As shown in Figures 1 to 5, the mine water hazard monitoring device includes: armored electrode chains 100, there are multiple armored electrode chains 100, and the multiple armored electrode chains 100 are respectively buried along multiple different directions of the mine. In the armored electrode chain 100, a plurality of smart electrodes 101 are arranged along the length direction of the armored electrode chain 100, and the plurality of smart electrodes 101 of at least one armored electrode chain 100 are buried in different monitoring strata of the mine, and correspond to the corresponding monitoring strata. coupling; composite modem 200, which is connected to the armored electrode chain 100, and collects the ground electric field of the armored electrode chain 100 in real time; the composite modem 200 is connected to the reference electrode 400, and collects the background electric field of the mine; wherein, the reference electrode 400 is connected to any 1. Monitoring formation coupling; the control unit 300, connected with the composite modem 200, predicts the mine water damage in the mine according to the geoelectric field and the background electric field collected by the composite modem 200.

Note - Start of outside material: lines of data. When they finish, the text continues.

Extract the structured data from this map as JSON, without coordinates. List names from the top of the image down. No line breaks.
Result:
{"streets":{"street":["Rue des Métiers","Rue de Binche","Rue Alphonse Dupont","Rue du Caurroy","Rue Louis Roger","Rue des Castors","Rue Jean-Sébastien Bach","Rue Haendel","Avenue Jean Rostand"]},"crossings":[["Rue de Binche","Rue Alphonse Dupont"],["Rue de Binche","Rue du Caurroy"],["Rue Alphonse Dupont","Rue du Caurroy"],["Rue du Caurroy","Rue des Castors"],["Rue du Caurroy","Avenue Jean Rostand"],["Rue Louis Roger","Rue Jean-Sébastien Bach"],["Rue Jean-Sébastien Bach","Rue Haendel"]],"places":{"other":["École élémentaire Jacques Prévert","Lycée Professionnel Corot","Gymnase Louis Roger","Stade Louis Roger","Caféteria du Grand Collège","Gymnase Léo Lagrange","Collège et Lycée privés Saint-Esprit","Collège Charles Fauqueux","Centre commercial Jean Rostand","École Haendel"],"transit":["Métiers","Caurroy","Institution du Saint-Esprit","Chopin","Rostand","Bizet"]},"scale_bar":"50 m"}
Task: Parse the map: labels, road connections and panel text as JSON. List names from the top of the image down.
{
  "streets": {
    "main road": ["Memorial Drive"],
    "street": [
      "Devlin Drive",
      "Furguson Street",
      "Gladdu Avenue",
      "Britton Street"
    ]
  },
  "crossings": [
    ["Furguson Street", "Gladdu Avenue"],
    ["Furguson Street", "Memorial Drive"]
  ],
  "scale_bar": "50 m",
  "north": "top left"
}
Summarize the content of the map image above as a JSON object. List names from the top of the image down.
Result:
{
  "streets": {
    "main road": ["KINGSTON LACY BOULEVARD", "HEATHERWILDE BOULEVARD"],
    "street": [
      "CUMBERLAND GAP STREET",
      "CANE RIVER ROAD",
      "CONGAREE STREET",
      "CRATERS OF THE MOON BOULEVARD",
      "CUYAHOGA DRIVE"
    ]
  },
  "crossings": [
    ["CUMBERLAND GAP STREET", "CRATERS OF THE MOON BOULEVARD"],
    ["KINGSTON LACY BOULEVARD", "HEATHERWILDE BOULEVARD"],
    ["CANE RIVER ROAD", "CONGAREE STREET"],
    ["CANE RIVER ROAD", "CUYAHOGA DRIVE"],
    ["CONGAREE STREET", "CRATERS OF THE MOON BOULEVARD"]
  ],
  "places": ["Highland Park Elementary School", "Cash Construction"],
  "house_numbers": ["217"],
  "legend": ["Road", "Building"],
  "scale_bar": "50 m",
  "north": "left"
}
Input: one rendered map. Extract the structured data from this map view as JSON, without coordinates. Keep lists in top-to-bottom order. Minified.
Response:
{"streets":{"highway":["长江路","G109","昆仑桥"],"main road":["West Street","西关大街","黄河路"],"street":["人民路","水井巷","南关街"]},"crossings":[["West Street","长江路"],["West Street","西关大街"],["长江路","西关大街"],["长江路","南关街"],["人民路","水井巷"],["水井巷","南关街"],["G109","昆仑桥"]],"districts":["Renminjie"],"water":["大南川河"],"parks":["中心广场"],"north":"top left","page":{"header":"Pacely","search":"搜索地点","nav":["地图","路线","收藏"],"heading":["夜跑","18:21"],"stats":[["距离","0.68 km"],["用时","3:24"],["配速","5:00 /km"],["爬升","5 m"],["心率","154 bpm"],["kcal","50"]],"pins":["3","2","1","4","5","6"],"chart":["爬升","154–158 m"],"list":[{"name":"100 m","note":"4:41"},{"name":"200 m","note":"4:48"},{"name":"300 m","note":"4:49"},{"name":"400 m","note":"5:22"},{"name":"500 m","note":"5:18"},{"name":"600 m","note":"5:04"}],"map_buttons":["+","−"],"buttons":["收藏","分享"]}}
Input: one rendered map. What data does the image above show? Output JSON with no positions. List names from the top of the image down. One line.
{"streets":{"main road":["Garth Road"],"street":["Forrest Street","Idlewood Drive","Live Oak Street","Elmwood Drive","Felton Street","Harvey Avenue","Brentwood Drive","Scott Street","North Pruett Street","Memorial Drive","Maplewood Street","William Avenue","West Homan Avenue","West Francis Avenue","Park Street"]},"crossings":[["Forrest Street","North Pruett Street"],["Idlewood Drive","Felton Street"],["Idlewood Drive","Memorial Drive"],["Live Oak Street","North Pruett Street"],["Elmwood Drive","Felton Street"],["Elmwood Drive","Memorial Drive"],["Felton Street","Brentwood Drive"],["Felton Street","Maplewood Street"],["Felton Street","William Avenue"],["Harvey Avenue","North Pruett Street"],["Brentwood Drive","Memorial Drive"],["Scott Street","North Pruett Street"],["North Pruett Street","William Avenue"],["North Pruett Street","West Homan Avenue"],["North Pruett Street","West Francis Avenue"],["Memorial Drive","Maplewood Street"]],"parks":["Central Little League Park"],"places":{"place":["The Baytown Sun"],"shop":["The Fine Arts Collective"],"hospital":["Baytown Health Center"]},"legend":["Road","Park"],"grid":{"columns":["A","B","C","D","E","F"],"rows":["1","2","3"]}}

In the embodiment of the present application, the plurality of smart electrodes 101 of one armored electrode chain 100 are respectively embedded in different monitoring formations, and by individually controlling the conduction of each smart electrode 101, the smart electrodes 101 can Artificial geoelectric fields are established in different monitoring strata, and changes in mine hydrogeological conditions will lead to changes in the potential distribution of the excitation electric fields. Then, the potential difference between different positions of the geoelectric field in space and the reference electrode 400 buried in infinity is monitored through the armored electrode chain 100. Under the action of the unit current of the artificial geoelectric field, if the hydrogeological conditions of the mine change, it will inevitably lead to different spaces. The potential difference between the position and the infinity reference electrode 400 changes, thereby realizing the distinction and real-time monitoring of the strata at different depths of the mine.

In the embodiment of the present application, a plurality of smart electrodes 101 are arranged in parallel, and each smart electrode 101 has a unique address; thus, the unique address of the smart electrode 101 can be used to monitor the stratum corresponding to each smart electrode 101, and the formed The artificial geoelectric field can be effectively identified, and then the different monitoring strata of the mine can be quickly identified and located. When the hydrogeological conditions of the mine change, the unique address of the smart electrode 101 can be used to quickly locate the monitored strata with changes in the hydrogeological conditions, so as to improve the risk of mine water damage. Forecast accuracy and forecast efficiency.

In the embodiment of the present application, the composite modem 200 controls the on or off of the smart electrode 101 through the H bridge 201 . That is, the composite modem 200 sends an instruction to the smart electrode 101 to turn on or off the positive electrode of the ground electric field power supply 500, that is, the composite modem 200 controls the switch of the smart electrode 101 through the H bridge 201, so that the smart electrode 101 is turned on or off. open, and reverse the current direction of the smart electrode 101 through the control of the H-bridge 201 . At the same time, the composite modem 200 sends positive and negative alternating square waves to the monitoring formation corresponding to the smart electrode 101 through the H bridge 201 , so that the power supply 500 can couple the monitoring formation with the smart electrode 101 to establish an artificial geoelectric field.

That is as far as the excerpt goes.